Americans could start getting their shots as early as this month and B.C. has announced a plan to start rolling out the province’s vaccination program in the first weeks of 2021.

Still, it will be months before most of us are able to get the vaccine.

Despite the COVID-19-fatigue so many of us are feeling and the appetite for the proverbial silver bullet a vaccine promises, that might not be such a bad thing.

To be clear, The Interior News is 100 per cent in favour of an effective vaccine.

Efficacy is just the beginning, though. There are good reasons why vaccines are generally not rushed to market.

There are still a number of questions that remain unanswered.

In order to gain emergency approval, the manufacturer must provide two months of monitoring data indicating the vaccine is also safe.

Although the company has cleared that benchmark and there appears to be have been minimal short-term side effects, the sample size is relatively small and we don’t know, and won’t for some time, if there could be long-term complications.

We don’t know, and won’t for some time, whether people who have received the vaccine can still carry and spread the SARS-CoV-2 virus.

We don’t know, and won’t for some time, whether the innoculation imparts permanent or temporary immunity.

Of course, vaccines are a balancing act. If the risk, however miniscule, of getting one far outweigh the risks of developing the disease — which, when you look at the exploding transmission rates, rising death toll and all the associated systemic, economic and social implications, certainly appears to be the case — it is worth it.

The thing about silver bullets, though, is that they offer simplistic solutions to complex problems.

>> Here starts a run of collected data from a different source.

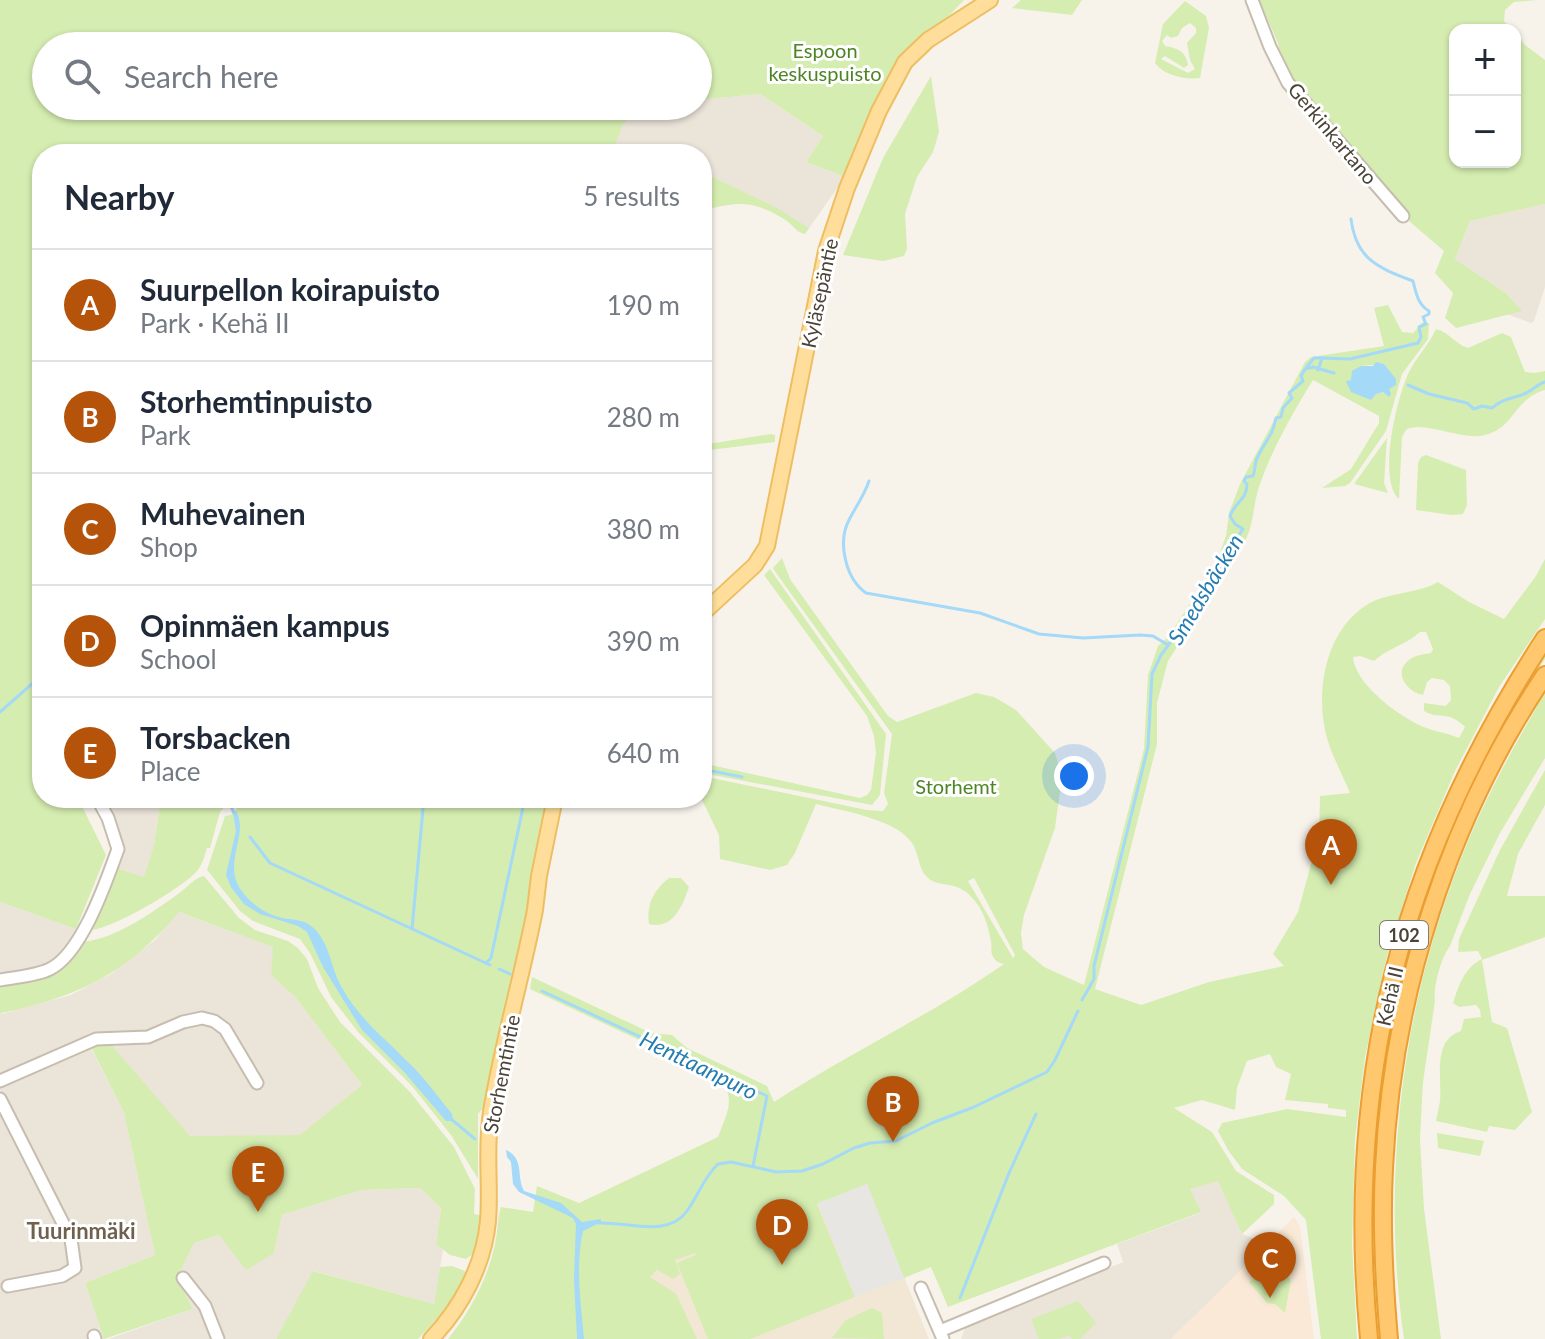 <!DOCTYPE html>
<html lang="en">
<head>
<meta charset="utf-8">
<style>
  body { margin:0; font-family:Lato,sans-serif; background:#f2f2f3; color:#1f2937 }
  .controls { position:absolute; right:24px; top:24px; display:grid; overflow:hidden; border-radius:16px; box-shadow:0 2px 6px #0004 }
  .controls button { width:72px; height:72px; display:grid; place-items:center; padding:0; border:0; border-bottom:2px solid #e0e1e3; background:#fff; color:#1f2937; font:40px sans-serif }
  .you { position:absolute; left:1074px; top:776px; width:28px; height:28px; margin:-20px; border:6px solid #fff; border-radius:50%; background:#1a73e8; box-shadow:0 0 0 12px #1a73e833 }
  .badge { display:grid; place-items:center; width:52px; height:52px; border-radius:50%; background:#b45309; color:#fff; font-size:26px; font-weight:700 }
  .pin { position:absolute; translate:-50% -66px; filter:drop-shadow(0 2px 4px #0008) }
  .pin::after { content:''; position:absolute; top:42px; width:28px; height:24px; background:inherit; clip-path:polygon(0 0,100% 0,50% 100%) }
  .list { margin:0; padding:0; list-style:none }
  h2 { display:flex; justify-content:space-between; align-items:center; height:104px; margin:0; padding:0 32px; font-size:34px }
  h2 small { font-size:26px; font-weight:400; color:#747a83 }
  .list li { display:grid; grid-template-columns:52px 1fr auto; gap:24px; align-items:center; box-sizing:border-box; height:112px; padding:0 32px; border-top:2px solid #e0e1e3 }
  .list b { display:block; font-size:30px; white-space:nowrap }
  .list p { margin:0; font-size:26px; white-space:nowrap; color:#747a83 }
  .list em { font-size:26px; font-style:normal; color:#747a83 }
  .icon { flex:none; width:44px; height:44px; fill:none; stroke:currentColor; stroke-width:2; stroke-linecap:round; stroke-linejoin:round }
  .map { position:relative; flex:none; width:1545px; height:1339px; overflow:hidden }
  .search { position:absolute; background:#fff; box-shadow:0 2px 6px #0004; left:32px; top:32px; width:680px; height:88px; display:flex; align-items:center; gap:20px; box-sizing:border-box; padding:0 28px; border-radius:44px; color:#747a83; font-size:30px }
  .panel { position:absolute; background:#fff; box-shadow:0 2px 6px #0004; left:32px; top:144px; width:680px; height:664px; border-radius:32px }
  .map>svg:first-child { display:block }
  .residential { fill:#ebe4d9 }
  .commercial { fill:#f9e9d6 }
  .education { fill:#f1e7d4 }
  .green { fill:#d5edb1; fill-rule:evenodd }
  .parking { fill:#e8e6e2 }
  .water { fill:#a4d9f7 }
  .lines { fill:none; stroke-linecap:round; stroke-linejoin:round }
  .stream { stroke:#a4d9f7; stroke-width:3 }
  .minor-casing { stroke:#c6bdaf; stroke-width:15 }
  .major-casing { stroke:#eebe61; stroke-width:18 }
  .highway-casing { stroke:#eb9e31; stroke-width:20 }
  .minor { stroke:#fff; stroke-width:11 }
  .major { stroke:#ffde9c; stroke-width:14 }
  .highway { stroke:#ffc86e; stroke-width:16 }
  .labels { text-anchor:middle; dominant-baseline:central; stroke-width:6; stroke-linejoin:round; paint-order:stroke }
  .shield { fill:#fff; stroke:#827b74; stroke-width:2 }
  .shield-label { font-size:18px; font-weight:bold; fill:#4c4338 }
  .park-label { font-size:20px; fill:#4d8424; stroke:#fff }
  .street-label { font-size:20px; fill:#4c4338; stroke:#fff }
  .water-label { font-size:22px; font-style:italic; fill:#247cb1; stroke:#fff }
  .neighbourhood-label { font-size:22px; font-weight:bold; fill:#70614e; stroke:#fff }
</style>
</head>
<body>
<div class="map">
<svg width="1545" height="1339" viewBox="0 0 1545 1339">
  <rect width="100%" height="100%" fill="#f7f3eb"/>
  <!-- residential -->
  <g class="residential">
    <path d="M760,94l63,42 -17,26 39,15 -40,57 -7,-2 -7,-9 -27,-16 -21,-5 -41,8v-56h-95l8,-8 8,-22 21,-18h54v-6z"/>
    <path d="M1545,204v83l-11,34 -3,2 -24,-9 14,-4 -14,-16 -52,-35 15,-38z"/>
    <path d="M103,798h58l-7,47 -10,33 -29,-10 7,-24z"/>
    <path d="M0,902l76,27 -8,17 -12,13 -12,8 -44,9z"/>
    <path d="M178,912l96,35 -3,28 25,23 66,87 -62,51h-110l-35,-39 -64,-49 33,65 31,142 -70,28 19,56h-104v-323l1,-2 70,-19 40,-21 44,-34z"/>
    <path d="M1218,1180l24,54 26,10 -97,95h-210l4,-11 158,-66 -6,-18 83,-31 -10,-24z"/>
    <path d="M420,1188l21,20 -5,35 7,7 -9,54 -120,-33 -38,68h-168l85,-30 -16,-31 17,-35 25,-8 55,18 8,-38 79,-25z"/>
  </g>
  <!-- commercial -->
  <path class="commercial" d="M1294,1217l6,9 14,113h-143z"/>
  <!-- education -->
  <path class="education" d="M867,1184l62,155h-307l23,-58 12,-11 18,-10z"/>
  <!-- green -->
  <g class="green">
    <path d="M0,0h964l-22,23 -43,34 -20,37 -34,83 -39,-15 17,-26 -63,-42 -62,6v-54h-652v60h598l-21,18 -8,22 7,8h-16l-15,-6 -25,6h-524v644h36l28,57 -30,74 -76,-27z"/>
    <path d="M1021,0h61l-10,15 -60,-7z"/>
    <path d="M1259,0h278l-23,2 -9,8 -1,11 8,9h-57v132h60v-128l10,11 20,15v144l-75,17 -15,38 52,35 15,17 -66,17 -11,-10 8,-25 -18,-20 9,-22 -41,-35 -121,-146 -4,-27z"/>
    <path d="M1185,1l21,15 3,12 -9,50c-15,2 -37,-3 -45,-15l8,-39zM1190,23l6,5v5l-9,10 3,17 5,9 -7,4 -27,-14 4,-3 19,12 4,-3c-2,-14 -11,-17 -23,-19l-3,-5 5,-6 4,3 7,-2 4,-8z"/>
    <path d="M931,76l8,56 -6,20 -16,25 -12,37 2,35 -3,7 -21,5 -40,-6 40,-97z"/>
    <path d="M702,172l75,36 32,20 -4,6c-9,-3 -13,-10 -21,-15 -33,-20 -46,-17 -82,-9z"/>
    <path d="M1388,305l14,27 11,1 10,-11 6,1 -1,16 -26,35 -16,57 -36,52 -5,3 -23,2 29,-19 28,-46v-7l-66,-36c-21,34 -41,69 -54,107 -6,18 -5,37 -14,54l-77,120 -11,42v41l-62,245 46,16 68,-23 75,-16 -11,-12 25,-42 21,-77 1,-39 30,-3c-8,-20 -21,-42 -25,-63 -9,-44 2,-101 43,-126 21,-12 49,-10 70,-22l31,20 35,17 32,-43 9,-17v60l-46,68 -44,84 -39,92 -29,93 -22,101 -10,82 -3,105 5,95h-36l-15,-119 -22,-24 -42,-27 -14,-19 -10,-19 4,-8 65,-14 59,8v-7l-18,-2v-4l-43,-4 6,-26 -15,-7 -6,-13 -23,7 -10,27 -2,22 -33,-10 -28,8 38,24 24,39 38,24v9l-32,30 -24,-53 -28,8 11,23 -253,95 -17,-40 -27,11 -37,-94 -50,20 38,93 -105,42h-42l-31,-76 19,-8 -1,-2 -20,7 5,14 -7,5 -16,-9 -7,7 26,17 21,45h-249c22,-27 40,-61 47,-95 3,-12 2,-25 6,-37l32,5 4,-26 42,17 139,-66c10,-27 21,-43 -6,-63l-182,-85 2,-12 119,56 21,2 15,13 80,38 7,16c75,-49 157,-87 230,-138 -4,-1 -8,-2 -10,-6 -4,-4 -2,-12 -3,-17 -3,-15 -7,-29 -16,-40 -19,-24 -35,-11 -48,-24 -9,-8 -8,-24 -15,-34 -16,-24 -69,-32 -96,-39l-21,49 -8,12 -17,5 -50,-11 -1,-24 -18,-37 1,-22 165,34 16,1 5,-7 -4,-11 8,-59 -113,-157 -6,-9 9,-10 8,21 98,137 9,6 79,-29 18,4 22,13 39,43 7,24 -7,51 -31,87 -3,18 2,16 21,18 40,18 60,-236 4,-74 10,-29 10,-9 47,-71 11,-30 3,-23 11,-29 65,-122 6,-5 73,-11 -10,-38zM1384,364l3,5 2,27 -6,-4 -7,2 -29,-13 4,-1 10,-14zM1420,632h6l7,17 -2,4c-6,1 -14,2 -19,5 -21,12 -6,34 11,37l4,-13 5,-4 12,2 6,6 1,14 -5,6 -22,-3v8c18,10 22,-2 41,16l-6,11c-14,-6 -29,-7 -42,-14 -23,-12 -62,-41 -64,-67l7,-1 14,5c14,-13 32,-16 46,-29zM974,878l41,77 -2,3 -45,-77z"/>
    <path d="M1436,329c13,3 19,15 32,19l34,-15 9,4 14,35 9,1 11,-2v19c-34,10 -29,40 -65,46 -21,3 -59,-16 -74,-6l-4,7 -3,62c-22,-19 -2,-103 10,-127 8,-16 20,-27 27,-43z"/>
    <path d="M771,434l4,1v7l-73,9v-6z"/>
    <path d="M1387,438l-3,45 4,10 -34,-9z"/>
    <path d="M1426,455l40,15 1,35 -4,9 -12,1 -35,-5 2,-47 3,-6z"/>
    <path d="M770,569l116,165 -6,61 -8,10 -170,-32v-10l158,35 7,-3 4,-5 5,-37 -2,-17 -7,-20 -103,-141z"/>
    <path d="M1545,651v8c-138,205 -187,436 -164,680h-4c-22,-204 17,-406 109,-589 17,-34 39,-66 59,-99z"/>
    <path d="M1545,693v65l-45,75 -30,61 -20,52c-9,11 -17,42 -15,55l-12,81 -3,57 4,70 17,130h-37c-23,-158 -3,-329 56,-478 23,-59 53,-114 85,-168z"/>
    <path d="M1545,770v35l-27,49 -11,42h38v41l-63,23 10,62 15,6 25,84 -17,18 -26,-4 -2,6 -51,-11c1,-6 3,-13 4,-20 2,-23 -8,-61 21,-70l3,-12 17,-2 -1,-7 -4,-5 -17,2 -6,-4c6,-18 11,-35 29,-44l-4,-8 -20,1 1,-13 41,-89z"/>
    <path d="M161,798h72l-13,14 -10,36h-3c-3,10 -5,19 -14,27 -15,15 -87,58 -106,55l28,-62 29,9 10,-32z"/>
    <path d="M242,798h307l-19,89 -3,33 -40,184 -9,10v65l-27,-44 -39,-49 -54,-54 -27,-35 -21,-44 -10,-14 -47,-18 -13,-10 -33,-41 18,-54 6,-1 6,-6 -2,-4z"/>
    <path d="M204,876l35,42 16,12 33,11 10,7 9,11 11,29 22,34 70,70 44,55 21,42 -1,25 10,2 -7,35 -11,8 -16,-4 -14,-11 5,-36 -21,-20 -59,2 -79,25 -8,38 -28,17 -27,-35 -25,8 -17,35 16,31 -89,30 -19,-56 70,-28 -31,-142 -33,-66 17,-6 82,95 110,-1 62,-50 -66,-87 -25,-23 2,-28 -94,-35c-51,61 -100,85 -178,101l-1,3v-32c45,-11 53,2 82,-42 34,-3 69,-29 96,-48 9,-6 16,-16 26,-18z"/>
    <path d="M669,878h12l8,9c-6,18 -16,43 -40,37 -3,-20 5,-34 20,-46z"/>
    <path d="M1437,1133l47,8 -4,15 -42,-8z"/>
    <path d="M1271,1260l20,20 -6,33 -10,-9 -8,-1 -18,-21z"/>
    <path d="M452,1266l13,5 1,7 -19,34 -3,-1 -26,28h-142l37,-68 121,33 6,-37z"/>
    <path d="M1078,1301l18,22 -16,16h-8l-2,-4 -11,4h-20l-8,-20z"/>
    <path d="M872,1308l10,5 2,26 -52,-1 14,-18z"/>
  </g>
  <!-- parking -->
  <path class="parking" d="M867,1184l37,94 -49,19 -37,-94z"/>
  <!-- water -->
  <g class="water">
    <path d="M1376,362l8,2 12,15v6l-7,4 2,5 -2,3 -6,-5 -7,2 -5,6 -20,-8 -5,-11 5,-1 1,-9 9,-5h12z"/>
    <path d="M236,811c13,23 -12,50 3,76 9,15 26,27 43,31 10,2 21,1 29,8 17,13 19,36 27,54 16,34 45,57 71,83 16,15 29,34 43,51l1,7h-7l-41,-48 -43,-43 -39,-63 -16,-35 -9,-6 -38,-12 -16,-10 -13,-17 -5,-12 10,-44 -3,-18z"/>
    <path d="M506,1150c19,9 10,26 18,41l37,12 21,19 19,-3v3l-18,9c-8,35 -2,73 1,108h-7l-3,-60 2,-55 -3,-6 -54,-26 -6,-8 -2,-22 -4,-5z"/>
  </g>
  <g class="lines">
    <!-- stream -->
    <g class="stream">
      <path d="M1306,368l8,-10h8"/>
      <path d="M1318,370l4,-12 28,1 68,-16 3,-6 -2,-10 7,-3 -3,-7 6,-3v-3c-11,-6 -13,-18 -16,-30 -34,-13 -57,-21 -62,-62"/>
      <path d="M1408,385l21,9 38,9 7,6 8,-3 10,2c16,-13 22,-8 36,-16 6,-3 10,-8 17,-10"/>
      <path d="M869,481c-5,15 -13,25 -20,39 -12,23 -3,59 17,73l114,20 59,21 44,4 57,-3 13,1 15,9"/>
      <path d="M0,712l42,-37"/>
      <path d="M702,769l40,8"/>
      <path d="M227,798l7,15"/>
      <path d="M250,837l20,26 220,102"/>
      <path d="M412,929l12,-131"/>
      <path d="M486,963l5,-5 34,-160"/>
      <path d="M499,969l11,5"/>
      <path d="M542,991l225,105 -14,70"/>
      <path d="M1082,1000l12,-21v-13l54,-219 4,-73 9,-19 20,-27 4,-1c4,-16 17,-28 22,-46l4,-1 15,-22v-12l13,-11 4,-6 -8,-5 -5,-8c5,-14 17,-16 17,-32l-3,-3 2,-4 7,-1c3,-7 1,-13 5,-20 8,-16 15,-21 18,-38l5,-1 2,-9 9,-10 -3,-5 14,-12 -2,-5 4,-7 8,-2 21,6"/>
      <path d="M451,1119l24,20"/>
      <path d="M598,1223c28,-2 69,16 89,-12 11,-15 17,-34 31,-47l13,-2 45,10 26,-1 21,-7 31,-16 16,-5 26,-2 36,-18 42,-16 73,-35 8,-12 23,-49"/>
      <path d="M960,1298l49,-125 27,-59"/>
    </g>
    <defs>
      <g id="minor">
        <path d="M1252,0l18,47 18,36 115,133"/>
        <path d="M0,980c16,-3 36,-4 50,-11 32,-16 56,-87 68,-120l-10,-31 -11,-20"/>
        <path d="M0,1081l96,-42 52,-2 35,-15 19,-4 12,3 11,8 32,54"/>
        <path d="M0,1099l71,140 4,29 -13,8 -54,10"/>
        <path d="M183,1278l22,28 13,33"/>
        <path d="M921,1288l22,51"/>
        <path d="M940,1331l164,-68"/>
        <path d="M94,1336l1,3"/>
      </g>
      <g id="major">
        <path d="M702,614l53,-49 12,-19 59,-295 21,-63 32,-77 26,-49 23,-22 62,-40"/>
        <path d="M431,1339c30,-31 53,-74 57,-118 3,-36 -3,-73 3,-109 11,-68 31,-135 44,-202l4,-34 16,-78"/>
      </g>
      <g id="highway">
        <path d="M1369,1339c-25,-262 32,-481 176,-701"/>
        <path d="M1389,1339c-5,-57 -8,-113 -5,-171 8,-173 64,-349 161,-493"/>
      </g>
    </defs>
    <!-- minor casing -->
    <use href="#minor" class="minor-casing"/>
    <!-- major casing -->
    <use href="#major" class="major-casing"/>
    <!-- highway casing -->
    <use href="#highway" class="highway-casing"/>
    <!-- minor -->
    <use href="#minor" class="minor"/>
    <!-- major -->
    <use href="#major" class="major"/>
    <!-- highway -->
    <use href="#highway" class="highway"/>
  </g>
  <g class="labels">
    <!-- shield labels -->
    <rect class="shield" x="1380" y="921" width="48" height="28" rx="6"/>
    <g class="shield-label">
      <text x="1404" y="935">102</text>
    </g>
    <!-- park labels -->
    <g class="park-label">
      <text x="825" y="50">Espoon<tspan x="825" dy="23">keskuspuisto</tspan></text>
      <text x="956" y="786">Storhemt</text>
    </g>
    <!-- street labels -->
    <g class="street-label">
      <text transform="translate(1333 133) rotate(50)">Gerkinkartano</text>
      <text transform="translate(819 293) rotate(-78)">Kyläsepäntie</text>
      <text transform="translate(1389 996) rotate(-77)">Kehä II</text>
      <text transform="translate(501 1074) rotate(-79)">Storhemtintie</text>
    </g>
    <!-- water labels -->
    <g class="water-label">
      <text transform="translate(1205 589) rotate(-59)">Smedsbäcken</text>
      <text transform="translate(699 1065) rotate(26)">Henttaanpuro</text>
    </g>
    <!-- neighbourhood labels -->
    <g class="neighbourhood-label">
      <text x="81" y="1230">Tuurinmäki</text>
    </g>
  </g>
</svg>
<div class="controls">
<button>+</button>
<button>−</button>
</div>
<div class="you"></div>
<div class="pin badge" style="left:1331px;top:885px">A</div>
<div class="pin badge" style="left:893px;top:1142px">B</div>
<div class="pin badge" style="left:1270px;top:1298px">C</div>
<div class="pin badge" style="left:782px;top:1265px">D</div>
<div class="pin badge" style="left:258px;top:1212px">E</div>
<div class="search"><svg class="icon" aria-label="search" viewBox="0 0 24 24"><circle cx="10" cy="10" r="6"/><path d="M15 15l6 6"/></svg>Search here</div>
<section class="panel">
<h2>Nearby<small>5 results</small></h2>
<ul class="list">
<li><span class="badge">A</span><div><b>Suurpellon koirapuisto</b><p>Park · Kehä II</p></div><em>190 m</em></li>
<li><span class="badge">B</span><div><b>Storhemtinpuisto</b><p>Park</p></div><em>280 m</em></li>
<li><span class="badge">C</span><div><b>Muhevainen</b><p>Shop</p></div><em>380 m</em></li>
<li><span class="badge">D</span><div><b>Opinmäen kampus</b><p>School</p></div><em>390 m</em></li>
<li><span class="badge">E</span><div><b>Torsbacken</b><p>Place</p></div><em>640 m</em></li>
</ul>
</section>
</div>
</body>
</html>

Even if countries are able to roll out this vaccine on the proposed timeline, it will be many months before we can all get it.

It will not all of a sudden remove the need for other precautions although its existence may impart a false sense of security.

It also raises the question of why, in one of the most medically sophisticated countries in the world, we do not have the capacity to produce the vaccine ourselves.

In short, we are a long way from out of the woods, yet.